Longford Westmeath TD Peter Burke slams banks for 'gouging'
Deputy Peter Burke, Fine Gael TD for Longford Westmeath, has publicly slammed the pillar banks for what he termed “gouging”.
The Fine Gael Chief Whip made his comments in the Dáil during questions which were being taken by the Minister for Finance and Public Expenditure, Paschal Donohoe.
“The Deputy Governor of the Central Bank is on the record in recent days as stating that our banks are charging double the interest rate they need to in order to be profitable.
“This is evident across the spectrum, with both first-time buyers and businesses. This week I was contacted by a constituent who is paying a 4.75% rate on his mortgage and because he is self-employed, he cannot switch to a lower cost mortgage. Our neighbours in Europe are being charged less than half of this, and this has been the case for years.

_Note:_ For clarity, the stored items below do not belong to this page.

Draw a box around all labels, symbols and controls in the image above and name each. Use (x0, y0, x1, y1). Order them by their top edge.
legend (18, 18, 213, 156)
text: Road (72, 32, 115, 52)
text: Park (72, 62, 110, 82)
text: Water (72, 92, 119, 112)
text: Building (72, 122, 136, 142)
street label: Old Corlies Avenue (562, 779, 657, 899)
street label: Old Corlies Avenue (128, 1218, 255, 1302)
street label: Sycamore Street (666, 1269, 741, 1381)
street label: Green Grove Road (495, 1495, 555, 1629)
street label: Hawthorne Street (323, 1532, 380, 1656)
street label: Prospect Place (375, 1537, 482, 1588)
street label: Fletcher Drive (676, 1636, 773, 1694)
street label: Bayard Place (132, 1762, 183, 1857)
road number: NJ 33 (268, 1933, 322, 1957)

“I welcomed the engagement the Minister had with the pillar banks and the mortgage holiday which many are offering to customers, but it remains to be the case that a family with a €200,000 mortgage will accrue a €2,600 interest bill on their mortgage during a six month payment break. This is based on a 3.2% interest rate for the remainder of a 25-year term. Many have longer left on their mortgages and are paying a higher fixed rate. At the very least, the banks could reduce the interest being charged to a tracker rate for those availing of a payment break”.

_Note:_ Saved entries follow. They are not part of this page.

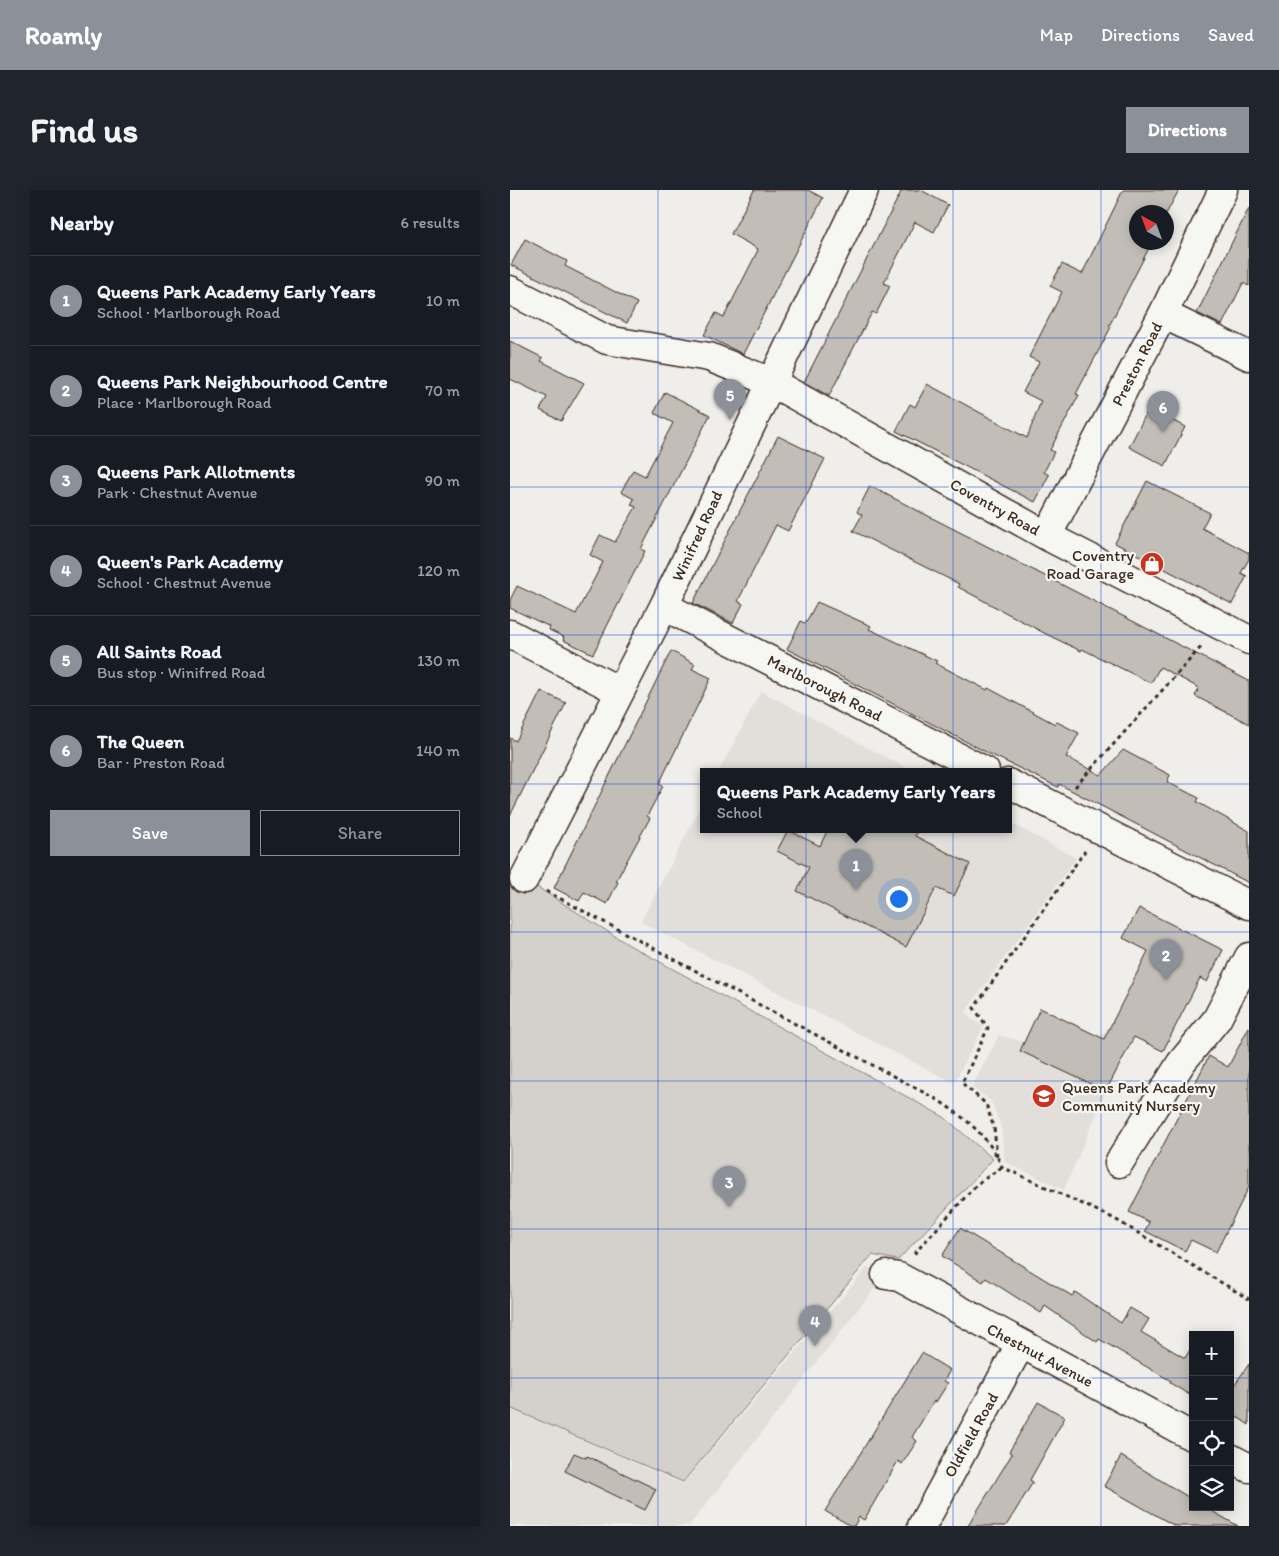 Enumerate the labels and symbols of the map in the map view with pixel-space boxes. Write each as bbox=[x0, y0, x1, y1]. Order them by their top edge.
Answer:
north arrow bbox=[1129, 205, 1174, 250]
street label: Preston Road bbox=[1108, 318, 1166, 409]
pin: 5 bbox=[714, 379, 746, 420]
pin: 6 bbox=[1147, 391, 1179, 432]
street label: Coventry Road bbox=[947, 474, 1044, 540]
street label: Winifred Road bbox=[668, 487, 726, 584]
place label: Coventry Road Garage bbox=[1046, 546, 1134, 583]
shop icon: Coventry Road Garage bbox=[1139, 551, 1165, 577]
street label: Marlborough Road bbox=[764, 651, 886, 725]
pin: 1 bbox=[840, 849, 872, 890]
your location bbox=[886, 886, 912, 912]
pin: 2 bbox=[1150, 939, 1182, 980]
place label: Queens Park Academy Community Nursery bbox=[1062, 1078, 1216, 1115]
school or university icon: Queens Park Academy Community Nursery bbox=[1031, 1083, 1057, 1109]
pin: 3 bbox=[713, 1166, 745, 1207]
pin: 4 bbox=[799, 1305, 831, 1346]
street label: Chestnut Avenue bbox=[984, 1319, 1096, 1391]
street label: Oldfield Road bbox=[940, 1389, 1002, 1481]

“On average, homeowners in Ireland are paying €220 a month more in mortgage repayments than the average being charged in the eurozone. This is clearly a problem that predates the pandemic, but now would be a good time for banks to show some solidarity. Any person who was given a mortgage holiday from their bank has lost employment and will not be in a strong position to repay those interest rates in the coming years.
“The government must be tough with our pillar banks, a number of which we bailed out in previous years and in which the Irish taxpayer continues to be a shareholder. I am calling on the Minister to remind the banks of this in his future engagements.”